- [INPUT]:
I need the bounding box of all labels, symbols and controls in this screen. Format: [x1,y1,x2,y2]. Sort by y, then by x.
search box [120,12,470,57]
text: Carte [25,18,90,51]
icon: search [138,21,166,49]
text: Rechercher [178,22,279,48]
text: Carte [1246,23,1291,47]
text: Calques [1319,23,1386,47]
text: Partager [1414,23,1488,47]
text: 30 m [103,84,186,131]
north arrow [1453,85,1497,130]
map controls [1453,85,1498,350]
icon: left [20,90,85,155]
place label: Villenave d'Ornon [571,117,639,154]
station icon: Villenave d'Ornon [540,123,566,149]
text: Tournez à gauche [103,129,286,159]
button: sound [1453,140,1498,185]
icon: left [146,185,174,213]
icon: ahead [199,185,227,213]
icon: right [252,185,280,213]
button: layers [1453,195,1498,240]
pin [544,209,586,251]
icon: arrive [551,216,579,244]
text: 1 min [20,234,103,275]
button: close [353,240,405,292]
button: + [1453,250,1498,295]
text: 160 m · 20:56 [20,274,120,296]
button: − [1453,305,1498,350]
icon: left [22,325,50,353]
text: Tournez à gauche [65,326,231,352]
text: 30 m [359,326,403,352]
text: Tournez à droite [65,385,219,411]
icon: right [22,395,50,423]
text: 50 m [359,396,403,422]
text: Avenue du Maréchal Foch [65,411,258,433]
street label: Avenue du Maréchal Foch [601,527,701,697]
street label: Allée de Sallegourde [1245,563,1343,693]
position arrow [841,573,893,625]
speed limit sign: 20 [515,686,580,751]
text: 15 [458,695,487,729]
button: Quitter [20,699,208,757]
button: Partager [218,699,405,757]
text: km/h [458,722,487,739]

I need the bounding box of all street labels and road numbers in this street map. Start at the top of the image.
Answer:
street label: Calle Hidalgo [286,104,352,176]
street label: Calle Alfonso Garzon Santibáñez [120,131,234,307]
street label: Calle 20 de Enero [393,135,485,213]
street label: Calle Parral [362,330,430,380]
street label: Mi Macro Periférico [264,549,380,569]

- [EXERCISE DESCRIPTION]: For this task, retype the material exactly, line for line.

- [ANSWER SPACE]:
I need the bounding box of all labels, symbols and controls in this screen. Format: [x1,y1,x2,y2]. Sort by y, then by x.
search box [120,12,470,57]
text: Carte [25,18,90,51]
icon: search [138,21,166,49]
text: Rechercher [178,22,279,48]
text: Carte [1246,23,1291,47]
text: Calques [1319,23,1386,47]
text: Partager [1414,23,1488,47]
text: 30 m [103,84,186,131]
north arrow [1453,85,1497,130]
map controls [1453,85,1498,350]
icon: left [20,90,85,155]
place label: Villenave d'Ornon [571,117,639,154]
station icon: Villenave d'Ornon [540,123,566,149]
text: Tournez à gauche [103,129,286,159]
button: sound [1453,140,1498,185]
icon: left [146,185,174,213]
icon: ahead [199,185,227,213]
icon: right [252,185,280,213]
button: layers [1453,195,1498,240]
pin [544,209,586,251]
icon: arrive [551,216,579,244]
text: 1 min [20,234,103,275]
button: close [353,240,405,292]
button: + [1453,250,1498,295]
text: 160 m · 20:56 [20,274,120,296]
button: − [1453,305,1498,350]
icon: left [22,325,50,353]
text: Tournez à gauche [65,326,231,352]
text: 30 m [359,326,403,352]
text: Tournez à droite [65,385,219,411]
icon: right [22,395,50,423]
text: 50 m [359,396,403,422]
text: Avenue du Maréchal Foch [65,411,258,433]
street label: Avenue du Maréchal Foch [601,527,701,697]
street label: Allée de Sallegourde [1245,563,1343,693]
position arrow [841,573,893,625]
speed limit sign: 20 [515,686,580,751]
text: 15 [458,695,487,729]
button: Quitter [20,699,208,757]
button: Partager [218,699,405,757]
text: km/h [458,722,487,739]

I need the bounding box of all street labels and road numbers in this street map. Start at the top of the image.
Answer:
street label: Calle Hidalgo [286,104,352,176]
street label: Calle Alfonso Garzon Santibáñez [120,131,234,307]
street label: Calle 20 de Enero [393,135,485,213]
street label: Calle Parral [362,330,430,380]
street label: Mi Macro Periférico [264,549,380,569]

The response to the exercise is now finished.